Records for the task below:
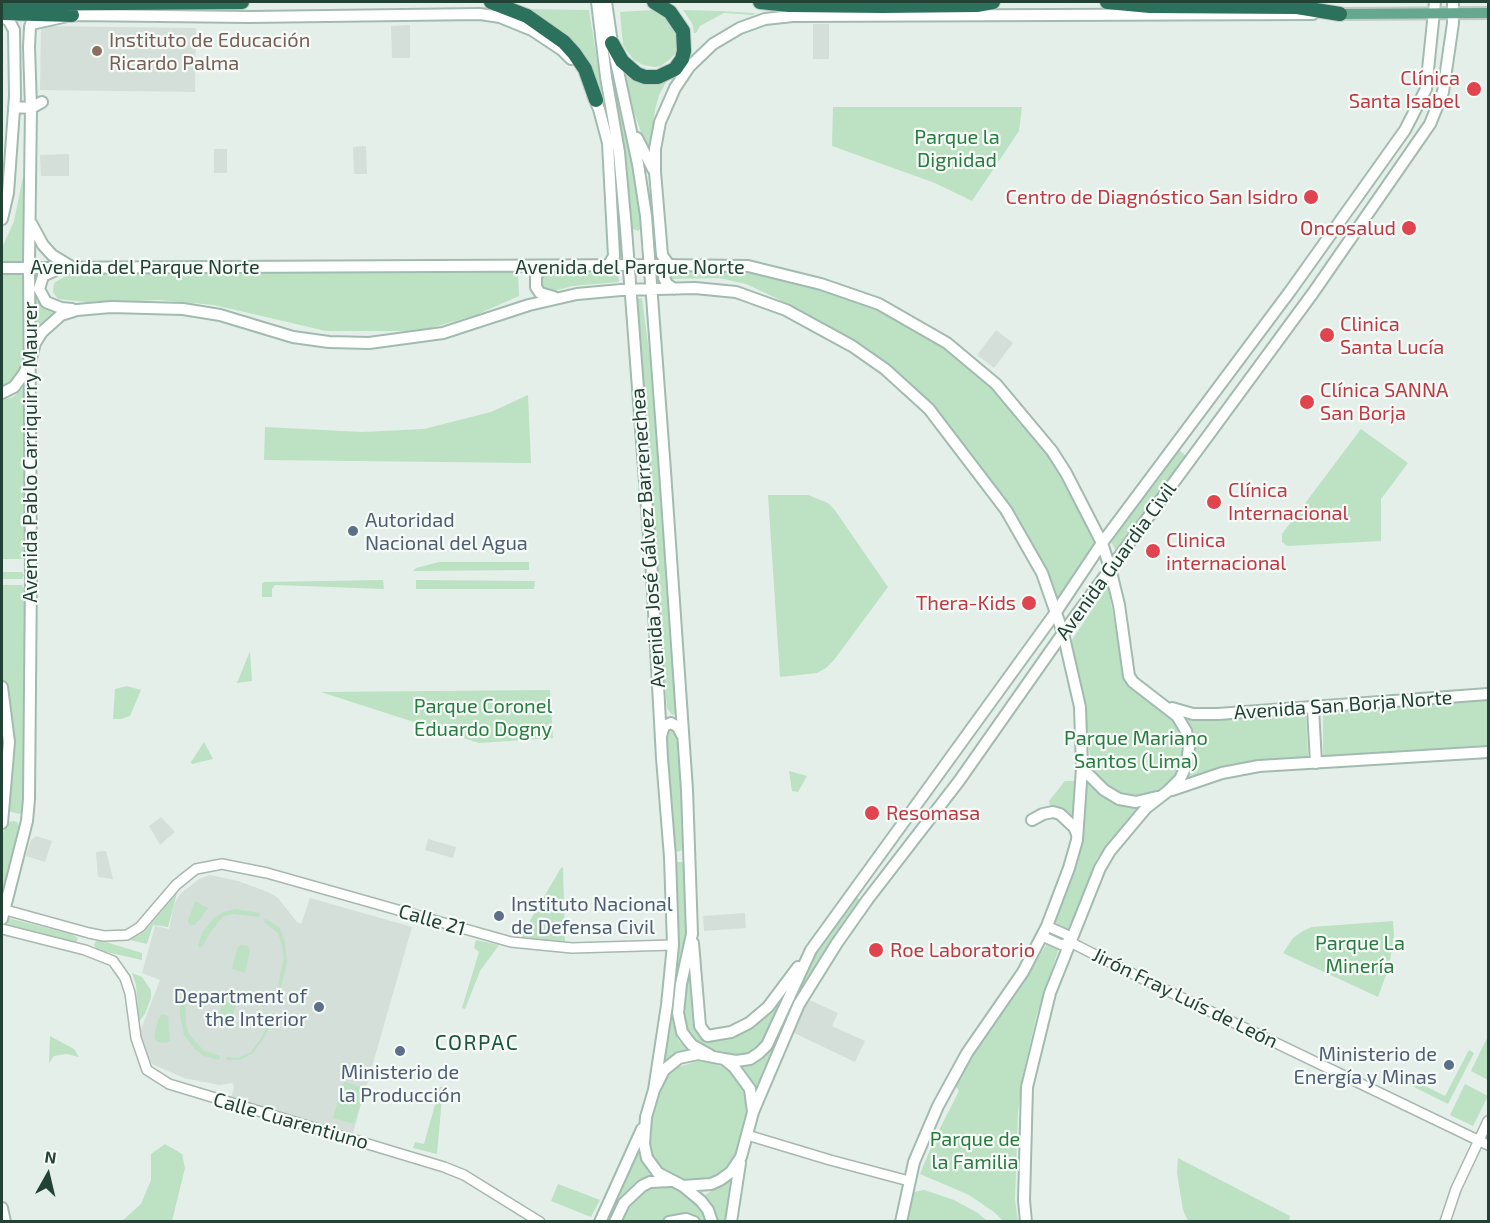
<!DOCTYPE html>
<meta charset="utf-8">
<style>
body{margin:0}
#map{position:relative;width:1490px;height:1223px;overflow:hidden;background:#e5efe9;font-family:"Exo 2",sans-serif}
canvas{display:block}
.frame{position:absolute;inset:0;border:3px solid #224236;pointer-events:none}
.north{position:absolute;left:18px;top:1145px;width:60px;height:60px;-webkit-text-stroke:4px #f6fbf8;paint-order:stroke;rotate:8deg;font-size:16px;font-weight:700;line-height:24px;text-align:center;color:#224236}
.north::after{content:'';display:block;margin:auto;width:21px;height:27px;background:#224236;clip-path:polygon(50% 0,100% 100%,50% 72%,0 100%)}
</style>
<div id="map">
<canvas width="1490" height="1223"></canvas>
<div class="frame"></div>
<div class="north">N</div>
</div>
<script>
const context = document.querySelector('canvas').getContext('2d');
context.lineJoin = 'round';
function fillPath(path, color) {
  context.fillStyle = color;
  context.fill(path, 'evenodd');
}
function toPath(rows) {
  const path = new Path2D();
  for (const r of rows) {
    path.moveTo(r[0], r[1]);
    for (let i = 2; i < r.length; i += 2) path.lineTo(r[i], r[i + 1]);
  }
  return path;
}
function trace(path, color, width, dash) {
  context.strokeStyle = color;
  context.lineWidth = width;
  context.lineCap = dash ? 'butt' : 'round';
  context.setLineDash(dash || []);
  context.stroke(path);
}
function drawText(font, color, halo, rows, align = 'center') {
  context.font = font + ' "Exo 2",sans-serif';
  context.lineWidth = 4.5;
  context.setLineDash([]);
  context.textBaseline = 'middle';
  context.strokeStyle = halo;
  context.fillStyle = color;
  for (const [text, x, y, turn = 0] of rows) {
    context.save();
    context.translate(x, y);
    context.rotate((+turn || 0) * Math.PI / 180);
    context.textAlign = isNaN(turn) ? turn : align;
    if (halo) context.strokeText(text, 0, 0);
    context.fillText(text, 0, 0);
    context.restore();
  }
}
const built = toPath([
 [813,24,829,24,829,59,813,59],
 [410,25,410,58,392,58,391,26],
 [41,26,196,28,195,92,40,90],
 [366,146,367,174,354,174,353,147],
 [214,149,227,149,227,173,214,173],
 [69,154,69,176,41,176,40,155],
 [996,330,1013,343,994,368,977,355],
 [161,817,175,832,160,845,149,826],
 [36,836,52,841,45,862,26,856,31,840],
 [428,839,456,847,453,858,425,850],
 [106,851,113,879,98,877,96,852],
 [210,875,238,881,268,892,278,898,297,922,301,924,310,898,412,927,353,1133,231,1097,234,1088,233,1083,219,1085,184,1078,152,1064,140,1039,140,1032,160,980,142,973,155,926,169,929,174,905,180,894,199,879],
 [745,913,746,928,704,931,703,916],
 [807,999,838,1013,832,1026,865,1041,855,1062,792,1032]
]);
const green = toPath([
 [521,9,589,10,603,99,599,98,592,77],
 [653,10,664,12,677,32,679,41,675,54,670,59,661,66,655,67,643,65,634,60,626,50,623,45,620,12],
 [683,10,720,11,755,13,753,15,724,13,700,26,696,33,694,33,692,23],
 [621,74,642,81,669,77,659,95,655,110,650,148,646,147],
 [617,92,635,170,641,228,638,231,630,228,630,207,627,162,614,94],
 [833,107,1022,107,1019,131,972,201,935,183,832,146],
 [26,162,25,262,2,262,2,248,14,221],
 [518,271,519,296,476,315,420,331,326,331,214,305,159,300,96,303,58,299,53,292,54,283,69,274],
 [549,271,618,273,619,282,573,286,549,292,542,287,541,279,543,273],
 [669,272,756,272,795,281,840,295,876,309,959,357,999,394,1050,459,1097,544,1059,602,1038,553,1019,522,917,392,891,367,861,346,832,329,774,297,746,284,719,278,669,279],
 [2,273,20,274,24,277,27,362,17,379,2,387],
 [34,277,39,277,38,296,42,306,54,313,46,319,34,337],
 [642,298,650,359,676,709,676,714,672,715,667,708,636,299],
 [23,388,26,559,2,559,2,400,13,397],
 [528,395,531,463,264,460,265,427,362,432,424,429,491,412],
 [1361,429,1408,463,1381,499,1381,541,1287,546,1282,542,1282,534],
 [1178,449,1186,456,1117,553,1111,542],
 [768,495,808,495,828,503,834,509,888,587,834,660,826,668,817,673,780,677],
 [439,562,529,562,529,570,413,571,416,568],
 [2,572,22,572,24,575,22,579,2,579],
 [383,580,384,589,275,585,272,589,272,597,262,597,262,584,264,582],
 [416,581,416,580,535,581,534,589,416,589],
 [2,585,22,585,26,592,25,811,19,814,8,811,7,702,2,676],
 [1108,586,1124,678,1132,687,1172,718,1182,739,1182,762,1175,776,1158,791,1143,796,1127,795,1113,790,1100,780,1092,767,1070,643],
 [250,651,252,681,237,683],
 [127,686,141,690,130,716,121,719,113,719,115,689],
 [550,690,553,738,479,743,321,692],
 [1488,698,1488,745,1323,756,1323,711],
 [1302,713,1306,714,1308,757,1219,769,1189,777,1195,755,1194,740,1186,717],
 [672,727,676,732,685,846,683,850,677,852,674,848,663,738,668,728],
 [204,742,213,759,192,764,191,762],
 [789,771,807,776,798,792,792,791],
 [1088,780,1141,806,1097,858,1069,932,1054,925,1077,859,1084,827],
 [1065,781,1074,781,1078,784,1075,815,1071,817,1063,811,1050,807,1049,801],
 [13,821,17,822,20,828,2,894,2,840,5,823],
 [677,862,683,862,687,865,687,918,674,1026,676,1034,679,1041,689,1051,673,1055,661,1065,674,866],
 [563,867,565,942,562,944,522,939,522,934,561,868],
 [177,893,168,927,153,925,147,944,130,940,145,931],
 [856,896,861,901,822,962,757,1094,754,1083,738,1064,756,1063,763,1058,770,1048,813,958],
 [195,901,208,908,195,925,190,925,188,921],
 [235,909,260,913,259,917,233,914,222,917,209,934,203,946,201,948,198,946,202,933,213,919,223,912],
 [8,918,71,934,78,938,76,943,9,925,6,921],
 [265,918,280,928,285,943,287,963,280,991,277,990,284,957,281,942,278,933,264,922],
 [1393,921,1394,935,1389,967,1378,997,1283,953,1293,938,1303,931,1312,927],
 [99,940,142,953,142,960,97,950,94,945,96,941],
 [476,940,499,945,480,971,465,1009,462,1008,479,952,474,948],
 [1048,942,1059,948,1037,1014,1023,1074,1018,1112,1015,1200,1018,1221,1003,1221,994,1212,969,1195,920,1174,935,1138,959,1091,955,1085,967,1062,989,1028,1018,991],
 [241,945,248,946,250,950,245,973,232,969,238,947],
 [692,960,701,1032,729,1036,746,1031,774,1008,780,1007,766,1037,749,1053,730,1055,716,1052,700,1045,688,1033,682,1016,685,989],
 [132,973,142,977,151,990,151,998,145,1014,139,1022,136,985],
 [182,996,185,997,186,1025,189,1034,203,1050,220,1056,219,1060,204,1056,195,1049,184,1035,180,1015,180,998],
 [223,1000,236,1004,229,1026,224,1028,219,1026,217,1022],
 [162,1014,168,1016,170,1041,166,1043,158,1042,154,1038,158,1020],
 [268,1024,271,1024,265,1036,253,1053,240,1060,226,1060,227,1057,238,1058,251,1052,262,1037],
 [50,1036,74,1049,79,1057,67,1054,54,1056,49,1063],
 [1488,1036,1488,1080,1471,1071],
 [1469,1050,1474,1053,1448,1104,1394,1077,1397,1072,1445,1096],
 [698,1061,718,1064,730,1071,742,1087,745,1096,746,1112,736,1152,732,1161,724,1169,716,1175,699,1181,689,1181,678,1179,663,1170,656,1162,648,1144,652,1110,663,1080,675,1068],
 [344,1082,365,1088,354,1124,333,1118],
 [1465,1084,1488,1096,1473,1126,1450,1115],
 [440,1087,443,1087,437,1154,413,1148,415,1142,424,1144],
 [165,1144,182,1154,185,1168,172,1221,122,1221,141,1204,151,1180,151,1154],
 [638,1146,642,1161,647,1170,655,1176,626,1194,611,1221,604,1222],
 [1178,1158,1290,1216,1289,1221,1188,1221,1183,1210,1177,1173],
 [733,1178,726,1221,716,1221,712,1208,705,1195],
 [558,1184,600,1200,591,1217,551,1201],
 [668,1186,677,1188,694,1200,707,1221,673,1217,657,1221,619,1222,626,1206,642,1191,657,1187],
 [924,1190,954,1200,978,1213,987,1221,908,1222,912,1195,914,1192]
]);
const tertiary = toPath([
 [2,909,89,933,104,936,127,935,140,927,176,885,187,876,196,869,222,864,267,873,511,942,572,948,673,945],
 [1047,926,1067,935,1070,942,1141,978,1488,1145],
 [2,929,85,950,113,961,125,978,130,993,136,1038,147,1070,169,1084,444,1167,464,1175,540,1222],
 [1042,936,1062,945,1070,942],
 [747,1135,830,1160,909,1181],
 [1445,1222,1456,1189,1488,1121]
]);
const secondary = toPath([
 [597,2,606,77,619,152,626,229,652,575,662,758,670,857,673,945,667,1005,654,1090],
 [606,2,612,43,638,164,646,216,665,471,687,790,692,934,681,984,678,1013,682,1032,687,1039,692,1045,710,1055],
 [2,16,9,21,14,30,15,96,8,193,2,219],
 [593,95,599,109,608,143,614,256,608,266],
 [14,107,31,108,42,102],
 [637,138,653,169],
 [31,223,43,245,52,255,70,266],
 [669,265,662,255,655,172,655,149,660,122,675,88,689,67,713,44,740,28,765,19,793,16,1313,14],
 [674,265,666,270,664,278,667,284,674,289],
 [546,266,536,275,536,287,540,293,554,297],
 [2,268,657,265,748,266,821,284,879,304,947,343,996,384,1052,451,1066,473,1102,543,1110,568,1119,605,1129,676,1133,682,1177,716,1186,731,1189,747,1187,764,1180,779,1168,791,1146,808,1110,851,1100,868,1050,993,1027,1087,1024,1200,1026,1222],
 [58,269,43,276,39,289,46,302,61,308,72,309],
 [2,393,14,387,23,375,30,362,35,343,42,332,61,315,77,310,111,307,183,309,220,315,293,337,329,342,369,343,443,333,529,305,577,294,621,290,695,288,736,292,786,310,852,346,885,369,929,409,1006,510,1042,573,1063,633,1080,707,1082,768,1077,840,1069,868,1047,926,1023,972,967,1053,938,1106,914,1162,901,1222],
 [2,687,9,742,2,823],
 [1172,708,1193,714,1218,714,1488,694],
 [1313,708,1316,763],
 [661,736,664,726,671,723,678,727,682,735],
 [1082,768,1104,790,1119,799,1136,802,1157,797],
 [1172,790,1222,773,1259,766,1488,752],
 [1032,820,1043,814,1053,812,1060,814,1074,827,1077,834],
 [2,919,27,821,29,799,31,575,29,262,31,108,29,47,30,27,31,24,72,15,249,17,480,14,500,17,532,30,562,50,571,59],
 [693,943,700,1026,707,1036,731,1032,749,1023,768,1007,798,967],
 [698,1054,724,1059,734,1067,750,1089,753,1112,741,1157,731,1172,720,1180,711,1184,683,1186,658,1173,647,1158,644,1144,646,1117,654,1090,664,1070,679,1058,698,1054],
 [724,1059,736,1061,750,1059,759,1053,767,1045,811,950,1056,612,1102,543,1291,290,1405,130,1426,89,1435,2],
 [753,1112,799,1004,837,943,868,899,959,781,1063,633,1313,293,1430,124,1443,92,1453,23,1453,2],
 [683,1186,701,1201,708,1210,712,1222],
 [2,1208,5,1222],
 [600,1222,642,1129],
 [615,1222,624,1203,642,1186,650,1182,671,1181],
 [669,1222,686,1219,694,1222],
 [731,1222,740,1163]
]);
const primary = toPath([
 [1340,14,1488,13]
]);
const motorway = toPath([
 [491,2,527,16,564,42,574,53,585,69,596,100],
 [760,2,789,5,883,6,977,5,993,2],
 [1107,2,1150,6,1297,7,1340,14],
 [2,4,242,2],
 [2,13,72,15],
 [612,43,622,61,637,74,645,77,658,77,675,69,682,59,684,51,683,31,670,12,654,2]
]);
const markers = [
 [97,51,6,"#8d6e63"],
 [1474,89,8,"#e0444e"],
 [1311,197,8,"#e0444e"],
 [1409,228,8,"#e0444e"],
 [1327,335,8,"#e0444e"],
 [1307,402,8,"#e0444e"],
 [1214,502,8,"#e0444e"],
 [353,531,6,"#5c6f8a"],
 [1153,551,8,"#e0444e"],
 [1029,603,8,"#e0444e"],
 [872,813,8,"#e0444e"],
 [499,916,6,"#5c6f8a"],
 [876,950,8,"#e0444e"],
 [319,1007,6,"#5c6f8a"],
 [400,1051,6,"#5c6f8a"],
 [1449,1065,6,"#5c6f8a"]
];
const educationNames = [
 ["Instituto de Educación",109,40],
 ["Ricardo Palma",109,63]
];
const healthNames = [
 ["Clínica",1460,78,"right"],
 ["Santa Isabel",1460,101,"right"],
 ["Centro de Diagnóstico San Isidro",1298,197,"right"],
 ["Oncosalud",1396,228,"right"],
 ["Clinica",1340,324],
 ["Santa Lucía",1340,347],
 ["Clínica SANNA",1320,390],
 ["San Borja",1320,413],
 ["Clínica",1228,490],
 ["Internacional",1228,513],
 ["Clinica",1166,540],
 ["internacional",1166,563],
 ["Thera-Kids",1016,603,"right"],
 ["Resomasa",886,813],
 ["Roe Laboratorio",890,950]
];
const parkNames = [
 ["Parque la",957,137],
 ["Dignidad",957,160],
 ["Parque Coronel",483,706],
 ["Eduardo Dogny",483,729],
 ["Parque Mariano",1136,738],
 ["Santos (Lima)",1136,761],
 ["Parque La",1360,943],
 ["Minería",1360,966],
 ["Parque de",975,1139],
 ["la Familia",975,1162]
];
const streetNames = [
 ["Avenida del Parque Norte",145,267],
 ["Avenida del Parque Norte",630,267],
 ["Avenida Pablo Carriquirry Maurer",30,452,-90],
 ["Avenida José Gálvez Barrenechea",648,538,-94],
 ["Avenida Guardia Civil",1116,561,-54],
 ["Avenida San Borja Norte",1343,705,-4],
 ["Calle 21",432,920,16],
 ["Jirón Fray Luís de León",1185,998,26],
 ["Calle Cuarentiuno",291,1121,16]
];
const serviceNames = [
 ["Autoridad",365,520],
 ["Nacional del Agua",365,543],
 ["Instituto Nacional",511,904],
 ["de Defensa Civil",511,927],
 ["Department of",307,996,"right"],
 ["the Interior",307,1019,"right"],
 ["Ministerio de",1437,1054,"right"],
 ["Energía y Minas",1437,1077,"right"],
 ["Ministerio de",400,1072,"center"],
 ["la Producción",400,1095,"center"]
];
const neighbourhoodNames = [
 ["CORPAC",477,1043]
];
fillPath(built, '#d3dfd8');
fillPath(green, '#bce1c3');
trace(tertiary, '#a7b8b0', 12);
trace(secondary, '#a2bbb0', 14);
trace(primary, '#c1cac7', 14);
trace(motorway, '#c1cac7', 16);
trace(tertiary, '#fff', 9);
trace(secondary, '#fff', 10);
trace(primary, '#66a790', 10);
trace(motorway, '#2c715b', 14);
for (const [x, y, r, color] of markers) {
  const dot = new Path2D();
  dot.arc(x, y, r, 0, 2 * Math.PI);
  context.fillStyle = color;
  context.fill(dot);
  trace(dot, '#f6fbf8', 2);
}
drawText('20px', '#785e54', '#f6fbf8', educationNames, 'left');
drawText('20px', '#be3a42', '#f6fbf8', healthNames, 'left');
drawText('20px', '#297c41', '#f6fbf8', parkNames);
drawText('20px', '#224236', '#f6fbf8', streetNames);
drawText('20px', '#4e5e75', '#f6fbf8', serviceNames, 'left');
context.letterSpacing = '1.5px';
drawText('21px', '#1c5642', '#f6fbf8', neighbourhoodNames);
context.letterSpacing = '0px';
</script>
End of Records for the task.
- Exercise: Only the lines holding the string "strokeStyle" are needed; copy each of them from the material above.

- Task answer:
  context.strokeStyle = color;
  context.strokeStyle = halo;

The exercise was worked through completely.